→ Exercise material:

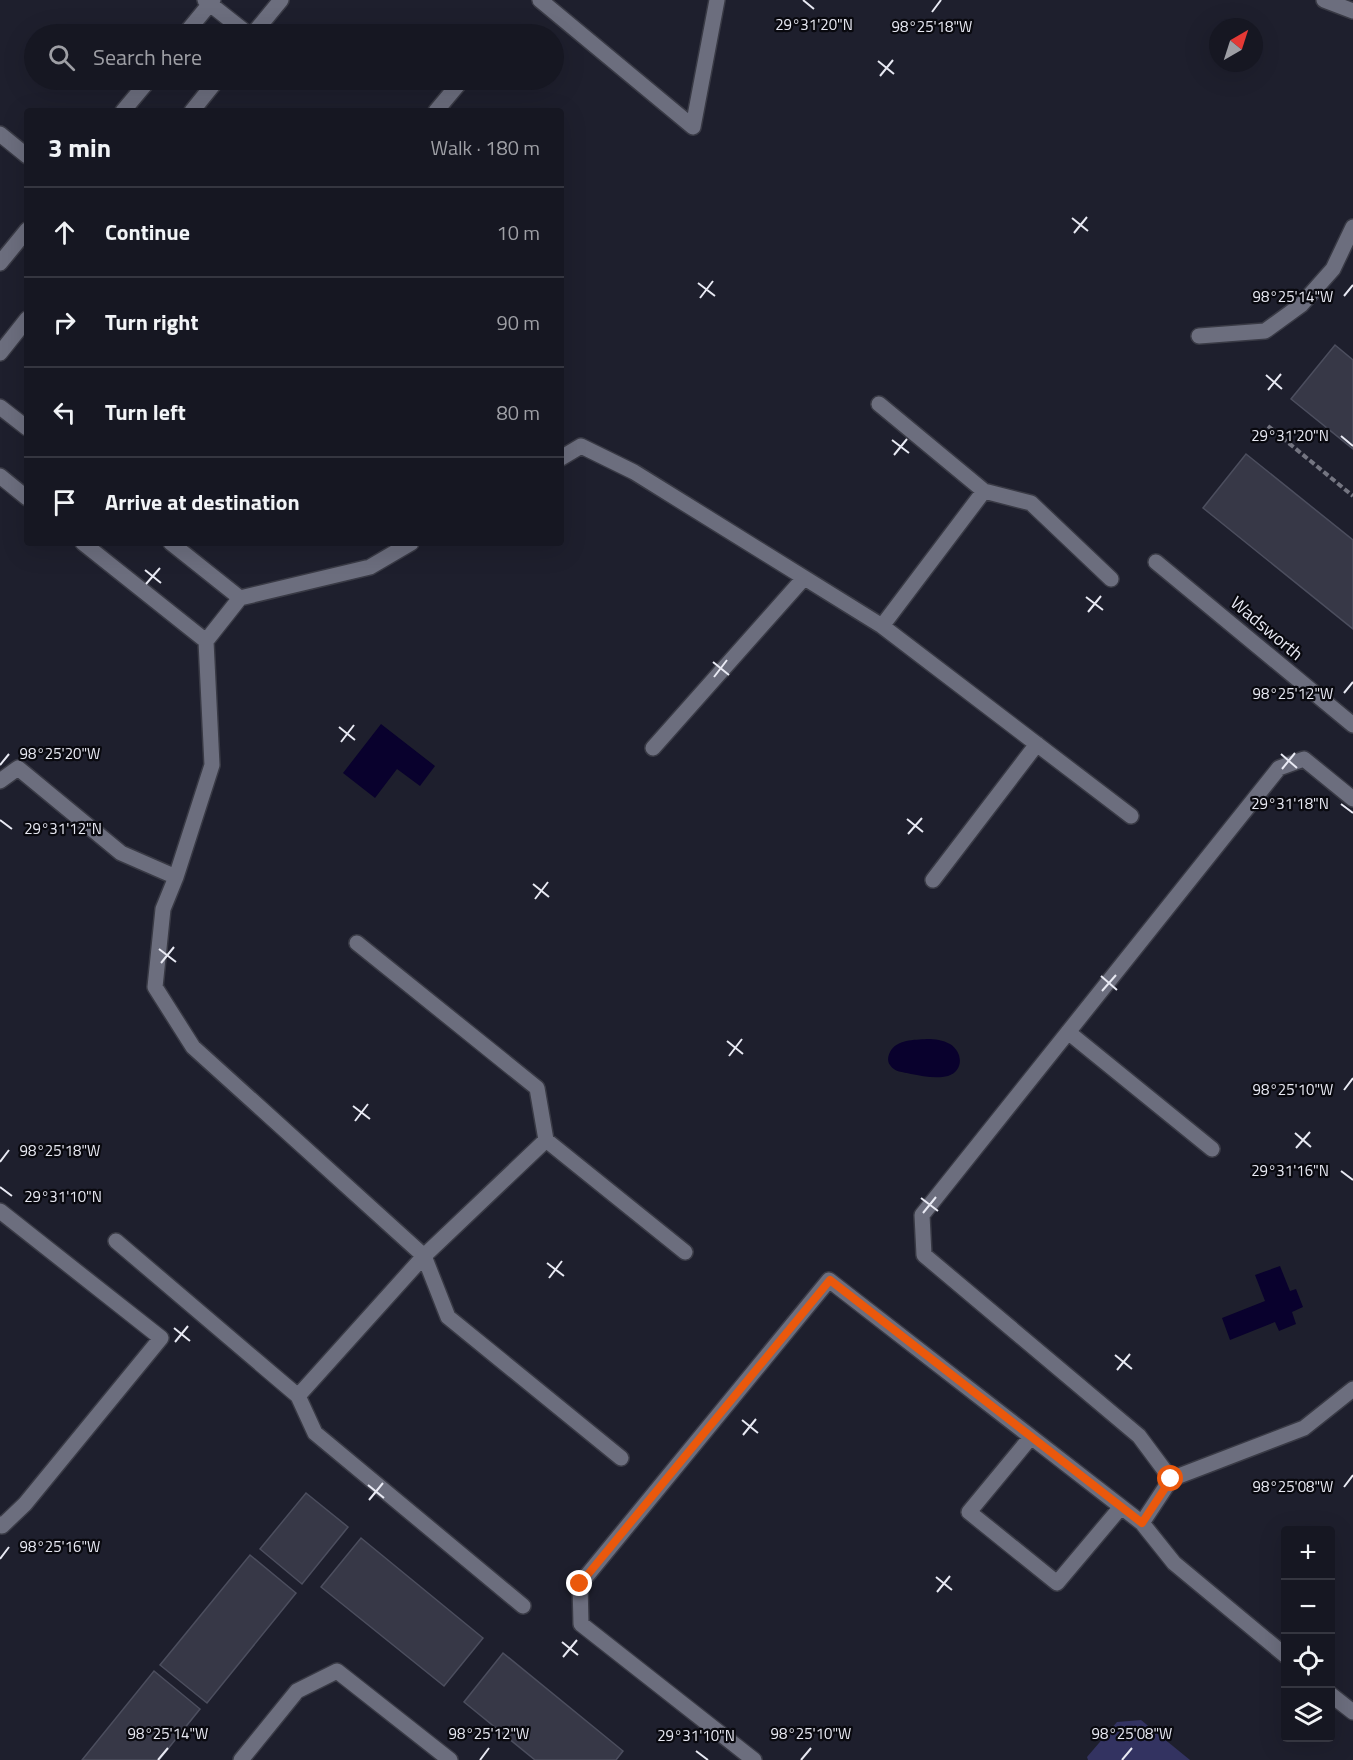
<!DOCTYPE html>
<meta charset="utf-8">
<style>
:root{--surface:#161722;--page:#23242f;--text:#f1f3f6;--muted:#9e9fa5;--line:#353640}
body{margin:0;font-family:"Titillium Web",sans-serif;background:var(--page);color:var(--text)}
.controls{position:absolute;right:18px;bottom:18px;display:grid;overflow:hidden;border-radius:6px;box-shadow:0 6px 24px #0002}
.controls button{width:54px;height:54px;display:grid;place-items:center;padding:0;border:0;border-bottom:2px solid var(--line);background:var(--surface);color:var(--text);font:30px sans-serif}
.compass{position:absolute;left:1209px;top:18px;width:54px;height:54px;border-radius:50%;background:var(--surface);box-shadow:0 6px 24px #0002;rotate:39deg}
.stop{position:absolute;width:18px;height:18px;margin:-14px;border:4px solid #ea580c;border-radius:50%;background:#fff}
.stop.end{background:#ea580c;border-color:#fff;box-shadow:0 2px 6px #0008}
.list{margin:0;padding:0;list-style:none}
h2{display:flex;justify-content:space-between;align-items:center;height:78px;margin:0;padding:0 24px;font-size:26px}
h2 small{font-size:20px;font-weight:400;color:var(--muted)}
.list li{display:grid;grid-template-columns:39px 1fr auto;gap:18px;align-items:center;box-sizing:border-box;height:90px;padding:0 24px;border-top:2px solid var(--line)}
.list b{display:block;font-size:22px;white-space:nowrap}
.list em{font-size:20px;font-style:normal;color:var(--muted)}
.icon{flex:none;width:33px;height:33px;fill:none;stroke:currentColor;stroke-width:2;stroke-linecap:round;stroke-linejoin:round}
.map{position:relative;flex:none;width:1353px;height:1760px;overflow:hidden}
.search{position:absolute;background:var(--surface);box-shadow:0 6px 24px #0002;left:24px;top:24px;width:540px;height:66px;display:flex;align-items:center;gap:15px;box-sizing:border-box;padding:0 21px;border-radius:33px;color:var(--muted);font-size:22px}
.panel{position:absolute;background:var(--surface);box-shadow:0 6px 24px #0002;left:24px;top:108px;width:540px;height:438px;border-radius:6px}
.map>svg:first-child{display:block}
</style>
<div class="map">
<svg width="1353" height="1760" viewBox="0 0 1353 1760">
<rect width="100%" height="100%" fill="#1e1f2d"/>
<!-- green -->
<path fill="#333361" d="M 1141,1720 L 1190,1760 L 1088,1760 L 1087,1757 L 1117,1722 Z"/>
<!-- water -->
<path fill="#09012d" d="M 381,724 L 435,766 L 420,786 L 397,769 L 375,798 L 343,773 Z
M 927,1039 C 935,1039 943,1040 950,1044 C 963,1052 964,1071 948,1076 C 936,1079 922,1076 911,1074 C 903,1072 894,1072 890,1065 C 887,1061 888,1056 890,1052 C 897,1039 914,1040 927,1039 Z
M 1280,1266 L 1290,1291 L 1296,1289 L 1303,1307 L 1292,1312 L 1296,1324 L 1279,1331 L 1275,1322 L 1230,1340 L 1222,1318 L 1265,1301 L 1255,1275 Z"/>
<!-- building -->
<path fill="#373847" stroke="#4c4e5e" stroke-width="1.5" d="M 1335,345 L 1353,360 L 1353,449 L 1291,399 Z
M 1246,454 L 1353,540 L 1353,629 L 1203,508 Z
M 306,1493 L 348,1527 L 302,1584 L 260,1549 Z
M 361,1538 L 483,1638 L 444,1686 L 321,1587 Z
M 250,1555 L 296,1593 L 207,1703 L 160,1665 Z
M 503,1653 L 623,1751 L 616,1760 L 535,1760 L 464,1702 Z
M 154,1671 L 200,1709 L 159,1760 L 82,1760 Z"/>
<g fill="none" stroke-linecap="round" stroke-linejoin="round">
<!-- minor casing -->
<g stroke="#393a45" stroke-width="18">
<path id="minor" d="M 205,0 L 248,34
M 540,0 L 693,127 L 717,0
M 1324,0 L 1353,11
M 185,34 L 213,0
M 253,34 L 281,0
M 123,111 L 149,80
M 192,111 L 217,80
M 436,111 L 462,80
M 0,134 L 27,156
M 0,263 L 27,230
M 1199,336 L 1265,331 L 1301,305 L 1333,269 L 1353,227
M 0,353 L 27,319
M 879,404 L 984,491 L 882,626
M 0,407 L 27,428
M 561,458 L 581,446 L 634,472 L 882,626 L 1131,816
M 0,476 L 27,498
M 984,491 L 1031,503 L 1111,579
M 83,543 L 206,641
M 171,543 L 240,598
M 1156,562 L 1353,725
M 240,598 L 370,567 L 411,543
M 206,641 L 212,765 L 176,877 L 163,909 L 155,987 L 193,1047 L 424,1256 L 448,1317 L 621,1458
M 206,641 L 240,598
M 653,748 L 804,578
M 0,781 L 18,768 L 121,853 L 176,877
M 1353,799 L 1304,759 L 1279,768 L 922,1215 L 924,1255 L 1139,1436 L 1171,1479 L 1304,1428 L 1353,1389
M 933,880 L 1037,744
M 357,943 L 537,1088 L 546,1140 L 424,1256 L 298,1396 L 315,1433 L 523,1606
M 1068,1032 L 1212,1149
M 546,1140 L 685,1252
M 0,1211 L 161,1338 L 25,1504 L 2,1526 L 0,1524
M 116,1241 L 298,1396
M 1031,1437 L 969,1512 L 1057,1583 L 1121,1507
M 1171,1479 L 1142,1523 L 1174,1563 L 1286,1656
M 1330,1694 L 1353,1712
M 241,1760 L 297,1691 L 337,1671 L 450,1760
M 754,1760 L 581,1624 L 580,1584 L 829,1280 L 1142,1523"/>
</g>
<!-- path -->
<path stroke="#747581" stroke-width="4" stroke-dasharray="6 3" stroke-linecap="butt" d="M 1268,426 L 1353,496"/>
<!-- minor -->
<use href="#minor" stroke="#6c6e7e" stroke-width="15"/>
</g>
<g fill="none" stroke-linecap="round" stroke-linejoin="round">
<!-- route -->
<path stroke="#ea580c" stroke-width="8" d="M 580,1584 L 830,1280 L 1142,1523 L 1171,1479"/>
</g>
<!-- ticks -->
<path fill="none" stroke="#e8e9f3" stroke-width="2" d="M 803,0 L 814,9M 932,12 L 941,0M 878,61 L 894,74M 880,76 L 893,60M 1072,218 L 1088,231M 1074,233 L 1087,217M 698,283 L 715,296M 1344,296 L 1353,285M 700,298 L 713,281M 1266,375 L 1282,389M 1268,390 L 1281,374M 1341,436 L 1353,446M 892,440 L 909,453M 894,455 L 907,439M 145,570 L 161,583M 146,584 L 160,568M 1086,597 L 1103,610M 1088,612 L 1101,596M 713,662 L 729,675M 714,677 L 727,660M 1344,693 L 1353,682M 339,727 L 355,740M 341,742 L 354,725M 1281,754 L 1297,768M 0,765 L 9,754M 1282,769 L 1295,753M 1341,804 L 1353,813M 907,819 L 923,832M 0,820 L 12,829M 908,834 L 922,818M 533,884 L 549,897M 535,899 L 548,882M 159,949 L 176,962M 161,963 L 174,947M 1101,976 L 1117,990M 1102,991 L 1116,975M 727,1041 L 743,1054M 729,1056 L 742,1039M 1344,1090 L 1353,1078M 353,1106 L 370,1119M 355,1121 L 368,1104M 1295,1133 L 1311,1147M 1296,1148 L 1310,1132M 0,1162 L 9,1150M 1341,1171 L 1353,1180M 0,1187 L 12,1196M 921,1198 L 938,1211M 923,1213 L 936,1197M 547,1263 L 564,1276M 549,1278 L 562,1261M 174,1328 L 190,1341M 175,1342 L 188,1326M 1115,1355 L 1132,1369M 1117,1370 L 1130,1354M 742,1420 L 758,1433M 743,1435 L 756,1419M 368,1485 L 384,1498M 1344,1487 L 1353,1475M 369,1500 L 383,1483M 0,1559 L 9,1547M 936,1577 L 952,1590M 937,1592 L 950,1576M 562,1642 L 578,1655M 563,1657 L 577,1640M 696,1751 L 708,1760M 158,1760 L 168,1748M 480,1760 L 489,1748M 801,1760 L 811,1748M 1122,1760 L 1132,1748"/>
<g text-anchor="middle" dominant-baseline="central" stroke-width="4.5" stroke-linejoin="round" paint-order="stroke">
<!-- street labels -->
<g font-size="18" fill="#e8e9f3" stroke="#09090f">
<text transform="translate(1267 628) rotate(40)">Wadsworth</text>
</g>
</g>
<g font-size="15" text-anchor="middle" fill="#e8e9f3" stroke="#09090f" stroke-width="4.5" stroke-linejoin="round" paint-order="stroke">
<text x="814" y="30">29°31'20"N</text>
<text x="932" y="32">98°25'18"W</text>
<text x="1293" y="302">98°25'14"W</text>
<text x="1290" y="441">29°31'20"N</text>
<text x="1293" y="699">98°25'12"W</text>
<text x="60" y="759">98°25'20"W</text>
<text x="1290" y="809">29°31'18"N</text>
<text x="63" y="834">29°31'12"N</text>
<text x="1293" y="1095">98°25'10"W</text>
<text x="60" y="1156">98°25'18"W</text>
<text x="1290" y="1176">29°31'16"N</text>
<text x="63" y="1202">29°31'10"N</text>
<text x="1293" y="1492">98°25'08"W</text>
<text x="60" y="1552">98°25'16"W</text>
<text x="168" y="1739">98°25'14"W</text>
<text x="489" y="1739">98°25'12"W</text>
<text x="811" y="1739">98°25'10"W</text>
<text x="1132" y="1739">98°25'08"W</text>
<text x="696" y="1741">29°31'10"N</text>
</g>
</svg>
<div class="controls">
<button>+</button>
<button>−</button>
<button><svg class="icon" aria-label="locate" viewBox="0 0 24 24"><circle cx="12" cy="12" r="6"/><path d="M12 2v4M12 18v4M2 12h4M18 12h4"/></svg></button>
<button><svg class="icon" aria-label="layers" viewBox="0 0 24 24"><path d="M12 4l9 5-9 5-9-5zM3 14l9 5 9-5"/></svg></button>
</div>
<svg class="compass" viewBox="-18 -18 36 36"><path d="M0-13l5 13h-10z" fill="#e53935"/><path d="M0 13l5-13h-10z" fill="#9e9fa5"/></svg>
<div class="stop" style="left:1171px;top:1479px"></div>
<div class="stop end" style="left:580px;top:1584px"></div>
<div class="search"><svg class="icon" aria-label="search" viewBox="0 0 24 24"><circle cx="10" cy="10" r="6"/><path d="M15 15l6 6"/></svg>Search here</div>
<section class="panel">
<h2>3 min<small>Walk · 180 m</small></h2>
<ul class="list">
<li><svg class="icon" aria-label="ahead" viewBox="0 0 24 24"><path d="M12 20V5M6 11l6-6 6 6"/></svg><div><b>Continue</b></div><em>10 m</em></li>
<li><svg class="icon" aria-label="right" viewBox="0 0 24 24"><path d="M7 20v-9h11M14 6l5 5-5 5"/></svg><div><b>Turn right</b></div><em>90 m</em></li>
<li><svg class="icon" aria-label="left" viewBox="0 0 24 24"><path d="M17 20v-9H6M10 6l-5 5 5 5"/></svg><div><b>Turn left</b></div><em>80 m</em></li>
<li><svg class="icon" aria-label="arrive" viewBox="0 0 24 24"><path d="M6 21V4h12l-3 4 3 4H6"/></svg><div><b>Arrive at destination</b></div></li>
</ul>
</section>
</div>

→ Assigned task:
Lines holding "controls": copy each one from the records above.

→ Result for this exercise:
.controls{position:absolute;right:18px;bottom:18px;display:grid;overflow:hidden;border-radius:6px;box-shadow:0 6px 24px #0002}
.controls button{width:54px;height:54px;display:grid;place-items:center;padding:0;border:0;border-bottom:2px solid var(--line);background:var(--surface);color:var(--text);font:30px sans-serif}
<div class="controls">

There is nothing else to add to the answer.